──────── Source information ────────

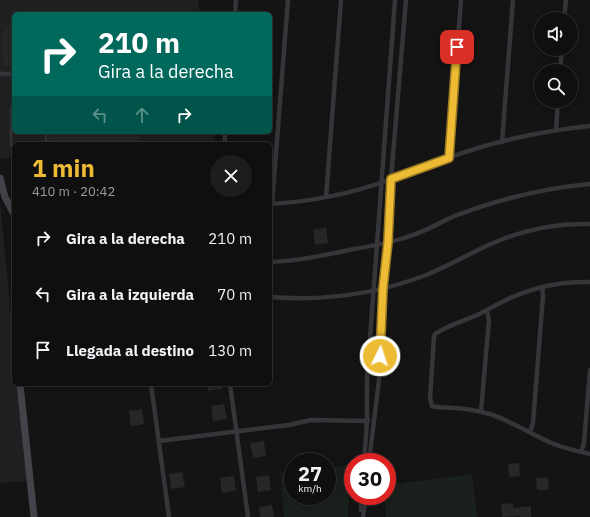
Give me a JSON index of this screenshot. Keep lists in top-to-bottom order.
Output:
{
  "page": {
    "turn": ["210 m", "Gira a la derecha"],
    "heading": ["1 min", "410 m · 20:42"],
    "list": [
      {
        "name": "Gira a la derecha",
        "value": "210 m"
      },
      {
        "name": "Gira a la izquierda",
        "value": "70 m"
      },
      {
        "name": "Llegada al destino",
        "value": "130 m"
      }
    ],
    "speed": "27 km/h",
    "limit": "30"
  }
}
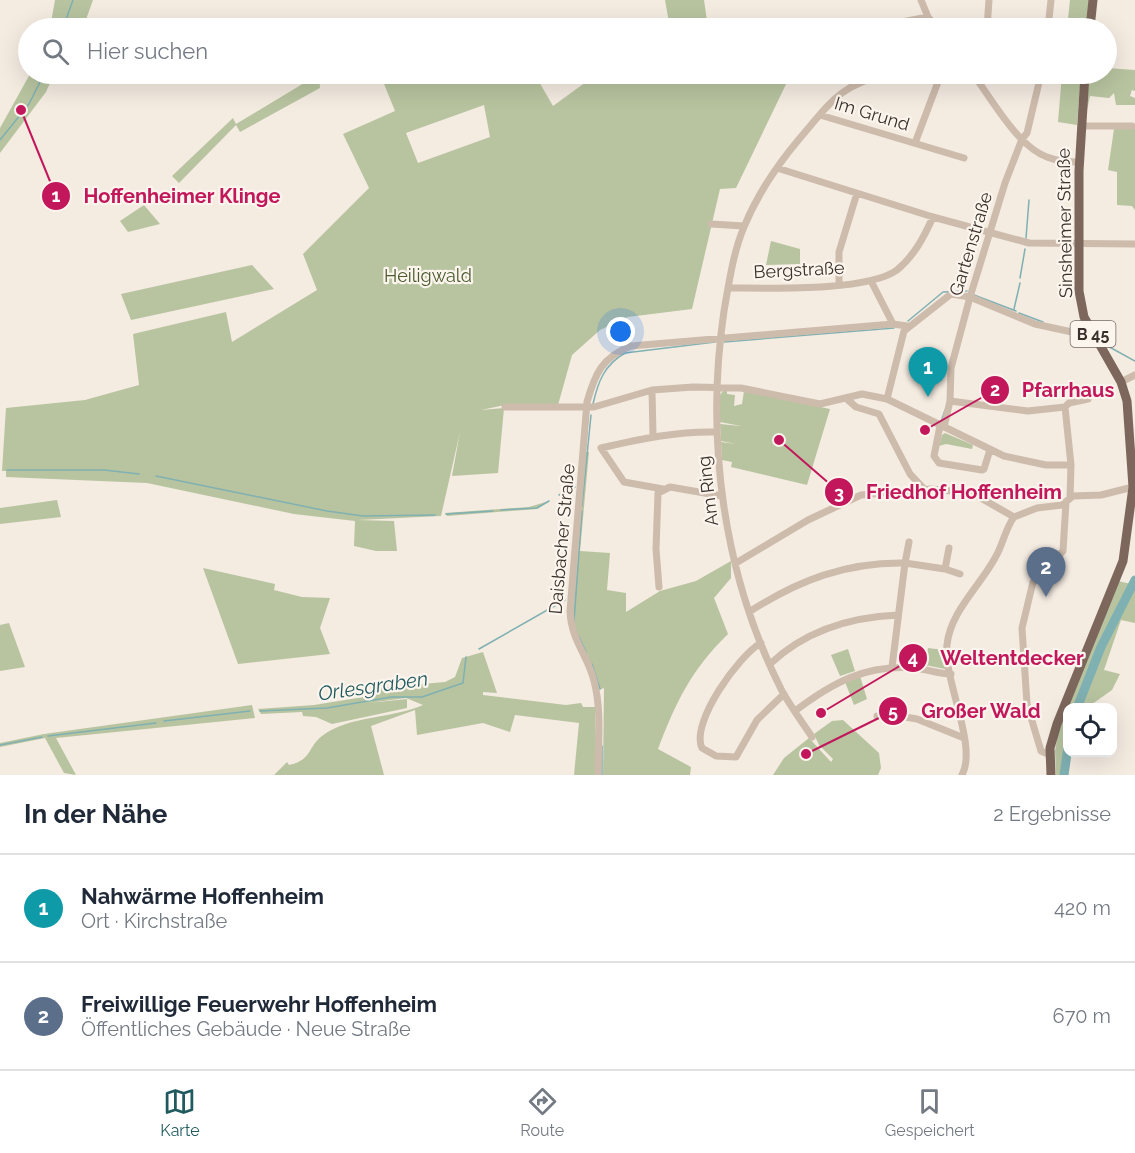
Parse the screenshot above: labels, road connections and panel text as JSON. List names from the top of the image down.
{
  "streets": {
    "main road": ["Sinsheimer Straße", "B 45"],
    "street": [
      "Im Grund",
      "Gartenstraße",
      "Bergstraße",
      "Am Ring",
      "Daisbacher Straße"
    ]
  },
  "crossings": [
    ["Im Grund", "Am Ring"],
    ["Sinsheimer Straße", "B 45"],
    ["Bergstraße", "Am Ring"],
    ["Bergstraße", "Daisbacher Straße"],
    ["Am Ring", "Daisbacher Straße"]
  ],
  "water": ["Orlesgraben"],
  "parks": ["Heiligwald"],
  "places": [
    "Hoffenheimer Klinge",
    "Pfarrhaus",
    "Friedhof Hoffenheim",
    "Weltentdecker",
    "Großer Wald"
  ],
  "page": {
    "search": "Hier suchen",
    "pins": ["1", "2"],
    "heading": ["In der Nähe", "2 Ergebnisse"],
    "list": [
      {
        "mark": "1",
        "name": "Nahwärme Hoffenheim",
        "note": "Ort · Kirchstraße",
        "value": "420 m"
      },
      {
        "mark": "2",
        "name": "Freiwillige Feuerwehr Hoffenheim",
        "note": "Öffentliches Gebäude · Neue Straße",
        "value": "670 m"
      }
    ],
    "nav": ["Karte", "Route", "Gespeichert"]
  }
}
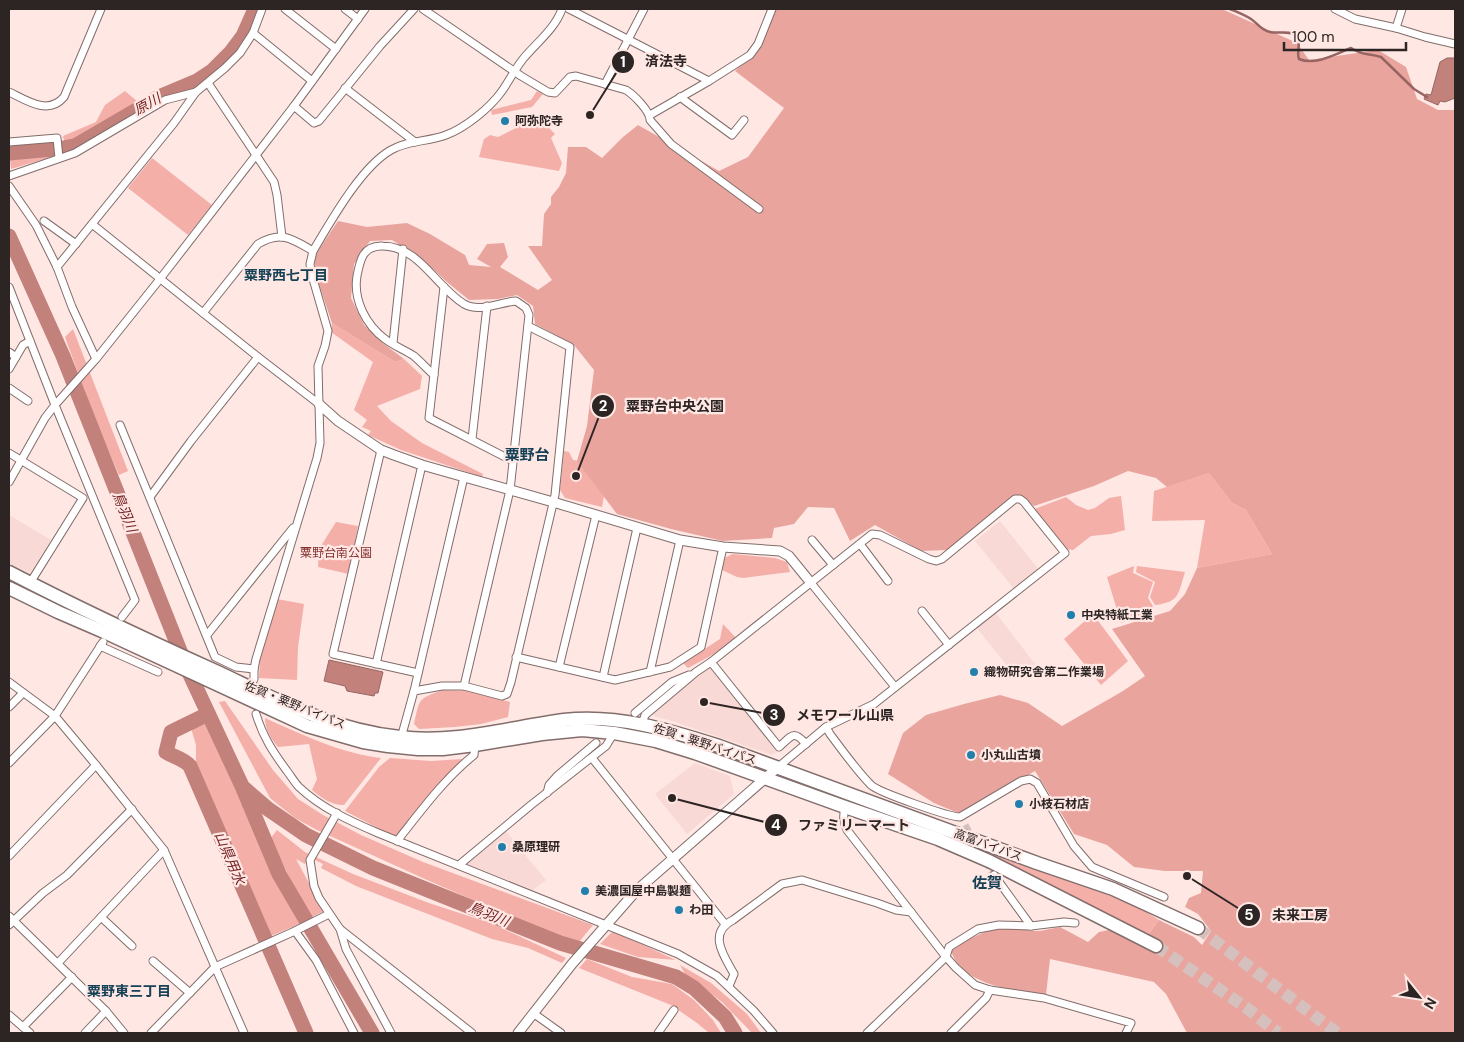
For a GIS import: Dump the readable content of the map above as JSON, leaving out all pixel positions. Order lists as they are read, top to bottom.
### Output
{
  "streets": {
    "highway": ["佐賀・粟野バイパス", "高富バイパス"]
  },
  "crossings": [
    ["佐賀・粟野バイパス", "高富バイパス"]
  ],
  "districts": [
    "粟野西七丁目",
    "粟野台",
    "佐賀",
    "粟野東三丁目"
  ],
  "water": ["原川", "鳥羽川", "山県用水"],
  "parks": ["粟野台南公園"],
  "places": [
    "済法寺",
    "阿弥陀寺",
    "粟野台中央公園",
    "中央特紙工業",
    "織物研究舎第二作業場",
    "メモワール山県",
    "小丸山古墳",
    "ファミリーマート",
    "小枝石材店",
    "桑原理研",
    "未来工房",
    "美濃国屋中島製麺",
    "わ田"
  ],
  "scale_bar": "100 m",
  "north": "bottom right"
}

────────

*Work order*
Look through the listing, and copy each line that contains the word "lists".

*Task result*
Give me a JSON index of this screenshot. Keep lists in top-to-bottom order.
For a GIS import: Dump the readable content of the map above as JSON, leaving out all pixel positions. Order lists as they are read, top to bottom.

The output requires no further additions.